**Exercise prompt**
Take from the data every line in which the word "shadow" is found.

BEGIN Data extracts

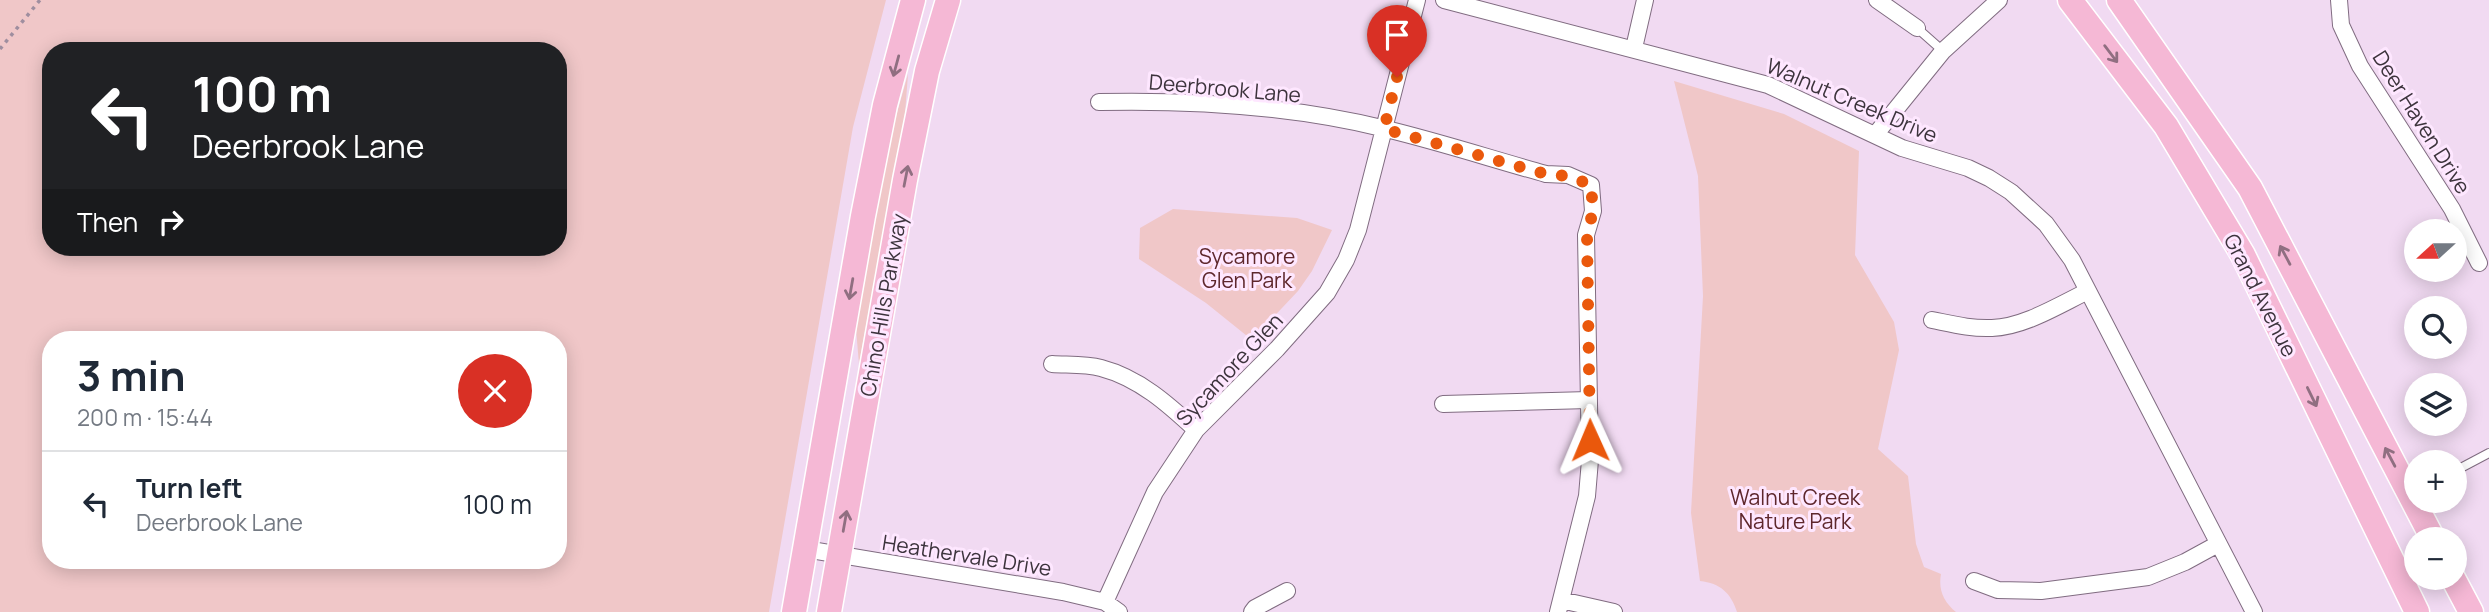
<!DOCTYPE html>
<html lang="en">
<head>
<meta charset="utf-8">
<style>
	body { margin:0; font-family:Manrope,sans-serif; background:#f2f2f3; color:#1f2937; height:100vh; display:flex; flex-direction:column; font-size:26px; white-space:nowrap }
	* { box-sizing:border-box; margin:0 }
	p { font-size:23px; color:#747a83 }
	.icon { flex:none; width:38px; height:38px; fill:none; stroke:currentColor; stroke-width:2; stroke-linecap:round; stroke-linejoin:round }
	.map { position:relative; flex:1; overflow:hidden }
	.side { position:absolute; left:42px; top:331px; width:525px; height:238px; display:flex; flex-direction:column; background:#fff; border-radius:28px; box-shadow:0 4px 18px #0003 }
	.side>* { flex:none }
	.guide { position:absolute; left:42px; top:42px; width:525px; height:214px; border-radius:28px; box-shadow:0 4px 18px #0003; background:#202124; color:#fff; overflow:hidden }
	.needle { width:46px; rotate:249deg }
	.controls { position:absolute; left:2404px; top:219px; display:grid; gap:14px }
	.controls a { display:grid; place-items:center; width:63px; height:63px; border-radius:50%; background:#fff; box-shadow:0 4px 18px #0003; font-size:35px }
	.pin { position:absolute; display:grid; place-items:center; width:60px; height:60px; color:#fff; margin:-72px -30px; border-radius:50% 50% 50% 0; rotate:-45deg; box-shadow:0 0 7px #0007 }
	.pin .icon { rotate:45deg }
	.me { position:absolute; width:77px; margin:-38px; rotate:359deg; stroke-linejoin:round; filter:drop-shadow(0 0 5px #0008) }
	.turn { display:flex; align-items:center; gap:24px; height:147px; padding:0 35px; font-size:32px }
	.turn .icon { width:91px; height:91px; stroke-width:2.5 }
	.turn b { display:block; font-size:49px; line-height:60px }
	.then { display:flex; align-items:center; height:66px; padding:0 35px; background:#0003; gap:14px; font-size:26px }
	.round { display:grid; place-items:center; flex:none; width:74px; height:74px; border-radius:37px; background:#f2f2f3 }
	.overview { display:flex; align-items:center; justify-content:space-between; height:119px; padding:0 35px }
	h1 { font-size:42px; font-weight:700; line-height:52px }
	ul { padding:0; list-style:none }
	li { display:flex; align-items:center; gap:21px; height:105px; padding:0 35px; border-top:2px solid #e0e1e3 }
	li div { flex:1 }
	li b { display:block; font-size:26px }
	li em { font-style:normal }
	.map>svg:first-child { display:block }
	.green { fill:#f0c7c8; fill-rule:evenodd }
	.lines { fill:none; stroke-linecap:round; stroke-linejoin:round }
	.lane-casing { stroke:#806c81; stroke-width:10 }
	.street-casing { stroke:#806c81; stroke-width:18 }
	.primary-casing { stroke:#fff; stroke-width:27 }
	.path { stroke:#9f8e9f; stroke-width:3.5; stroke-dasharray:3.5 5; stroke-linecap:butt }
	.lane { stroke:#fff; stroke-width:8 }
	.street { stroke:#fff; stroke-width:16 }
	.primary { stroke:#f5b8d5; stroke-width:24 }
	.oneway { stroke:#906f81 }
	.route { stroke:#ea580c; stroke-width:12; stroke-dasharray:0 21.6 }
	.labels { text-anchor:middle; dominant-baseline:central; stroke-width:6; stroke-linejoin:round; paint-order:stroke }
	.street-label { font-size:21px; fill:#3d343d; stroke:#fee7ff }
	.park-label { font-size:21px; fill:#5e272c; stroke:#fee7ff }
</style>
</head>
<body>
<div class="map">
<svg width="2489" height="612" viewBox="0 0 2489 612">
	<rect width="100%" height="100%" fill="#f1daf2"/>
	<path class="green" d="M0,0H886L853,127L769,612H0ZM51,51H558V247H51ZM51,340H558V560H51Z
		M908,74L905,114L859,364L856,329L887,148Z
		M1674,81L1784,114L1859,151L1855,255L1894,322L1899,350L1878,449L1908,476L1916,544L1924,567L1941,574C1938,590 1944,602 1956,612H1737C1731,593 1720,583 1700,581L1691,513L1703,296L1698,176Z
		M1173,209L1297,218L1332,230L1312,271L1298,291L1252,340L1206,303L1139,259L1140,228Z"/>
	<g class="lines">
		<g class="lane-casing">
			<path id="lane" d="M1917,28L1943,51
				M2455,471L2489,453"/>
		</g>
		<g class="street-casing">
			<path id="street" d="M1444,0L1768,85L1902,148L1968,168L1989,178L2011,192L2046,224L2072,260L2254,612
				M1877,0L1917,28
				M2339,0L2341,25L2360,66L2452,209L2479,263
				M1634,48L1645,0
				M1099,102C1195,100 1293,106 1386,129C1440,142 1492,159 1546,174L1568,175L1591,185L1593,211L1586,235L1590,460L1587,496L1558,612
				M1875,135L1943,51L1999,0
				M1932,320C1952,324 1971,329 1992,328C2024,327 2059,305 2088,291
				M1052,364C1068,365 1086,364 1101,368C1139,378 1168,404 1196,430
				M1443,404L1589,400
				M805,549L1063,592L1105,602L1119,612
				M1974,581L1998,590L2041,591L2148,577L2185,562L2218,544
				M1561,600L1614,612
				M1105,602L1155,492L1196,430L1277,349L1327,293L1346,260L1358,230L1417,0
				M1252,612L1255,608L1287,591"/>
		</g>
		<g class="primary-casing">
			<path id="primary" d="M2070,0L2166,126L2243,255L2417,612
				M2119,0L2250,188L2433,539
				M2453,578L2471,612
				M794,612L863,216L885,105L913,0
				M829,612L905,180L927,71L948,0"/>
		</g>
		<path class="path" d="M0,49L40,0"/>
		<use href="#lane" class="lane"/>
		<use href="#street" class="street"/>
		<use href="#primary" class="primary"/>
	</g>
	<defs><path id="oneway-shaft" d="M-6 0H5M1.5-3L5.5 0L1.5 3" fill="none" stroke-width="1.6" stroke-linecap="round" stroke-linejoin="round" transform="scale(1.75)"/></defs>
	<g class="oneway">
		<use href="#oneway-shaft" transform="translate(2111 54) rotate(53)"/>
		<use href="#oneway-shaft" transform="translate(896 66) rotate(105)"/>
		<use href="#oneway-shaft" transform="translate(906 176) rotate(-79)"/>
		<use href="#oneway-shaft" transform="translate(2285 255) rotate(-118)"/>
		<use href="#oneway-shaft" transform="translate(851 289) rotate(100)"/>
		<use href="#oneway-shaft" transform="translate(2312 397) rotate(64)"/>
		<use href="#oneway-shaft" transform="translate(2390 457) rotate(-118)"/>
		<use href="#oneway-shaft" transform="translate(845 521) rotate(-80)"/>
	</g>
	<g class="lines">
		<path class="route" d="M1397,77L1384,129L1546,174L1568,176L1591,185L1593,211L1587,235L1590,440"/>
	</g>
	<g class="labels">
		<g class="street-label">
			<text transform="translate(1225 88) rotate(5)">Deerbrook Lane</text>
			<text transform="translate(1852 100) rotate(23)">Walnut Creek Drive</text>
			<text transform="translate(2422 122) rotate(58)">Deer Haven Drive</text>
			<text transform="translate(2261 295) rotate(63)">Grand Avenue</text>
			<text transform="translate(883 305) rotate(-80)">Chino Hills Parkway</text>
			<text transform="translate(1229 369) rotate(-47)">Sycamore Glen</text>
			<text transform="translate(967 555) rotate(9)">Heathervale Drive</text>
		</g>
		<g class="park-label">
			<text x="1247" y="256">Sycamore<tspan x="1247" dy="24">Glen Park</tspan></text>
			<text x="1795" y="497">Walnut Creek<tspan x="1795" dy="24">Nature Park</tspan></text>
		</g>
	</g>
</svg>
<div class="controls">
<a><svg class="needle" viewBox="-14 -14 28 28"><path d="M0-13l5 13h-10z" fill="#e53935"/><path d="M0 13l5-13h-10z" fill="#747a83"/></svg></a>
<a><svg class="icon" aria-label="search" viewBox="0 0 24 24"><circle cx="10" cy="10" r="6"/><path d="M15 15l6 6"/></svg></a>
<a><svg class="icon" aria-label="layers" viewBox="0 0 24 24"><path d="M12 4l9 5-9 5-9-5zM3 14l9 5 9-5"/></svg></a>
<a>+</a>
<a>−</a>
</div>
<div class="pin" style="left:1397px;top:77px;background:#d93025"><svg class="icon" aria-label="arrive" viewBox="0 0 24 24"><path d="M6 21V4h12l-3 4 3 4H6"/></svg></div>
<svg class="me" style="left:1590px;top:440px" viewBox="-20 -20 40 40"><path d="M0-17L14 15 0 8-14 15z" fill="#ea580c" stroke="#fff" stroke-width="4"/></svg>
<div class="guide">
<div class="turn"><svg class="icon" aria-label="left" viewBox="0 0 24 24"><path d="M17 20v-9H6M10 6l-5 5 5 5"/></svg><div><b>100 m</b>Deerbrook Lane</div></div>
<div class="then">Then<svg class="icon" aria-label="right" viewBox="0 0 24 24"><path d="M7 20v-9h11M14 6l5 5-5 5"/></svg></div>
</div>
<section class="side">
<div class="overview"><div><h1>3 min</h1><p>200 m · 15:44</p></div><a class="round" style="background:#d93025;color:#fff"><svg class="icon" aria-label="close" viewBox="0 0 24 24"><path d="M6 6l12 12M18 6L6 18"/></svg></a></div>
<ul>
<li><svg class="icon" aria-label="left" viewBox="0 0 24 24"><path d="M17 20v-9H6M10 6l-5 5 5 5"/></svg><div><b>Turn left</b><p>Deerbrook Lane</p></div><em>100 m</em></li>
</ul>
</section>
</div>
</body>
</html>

END Data extracts

**Response area**
	.side { position:absolute; left:42px; top:331px; width:525px; height:238px; display:flex; flex-direction:column; background:#fff; border-radius:28px; box-shadow:0 4px 18px #0003 }
	.guide { position:absolute; left:42px; top:42px; width:525px; height:214px; border-radius:28px; box-shadow:0 4px 18px #0003; background:#202124; color:#fff; overflow:hidden }
	.controls a { display:grid; place-items:center; width:63px; height:63px; border-radius:50%; background:#fff; box-shadow:0 4px 18px #0003; font-size:35px }
	.pin { position:absolute; display:grid; place-items:center; width:60px; height:60px; color:#fff; margin:-72px -30px; border-radius:50% 50% 50% 0; rotate:-45deg; box-shadow:0 0 7px #0007 }
	.me { position:absolute; width:77px; margin:-38px; rotate:359deg; stroke-linejoin:round; filter:drop-shadow(0 0 5px #0008) }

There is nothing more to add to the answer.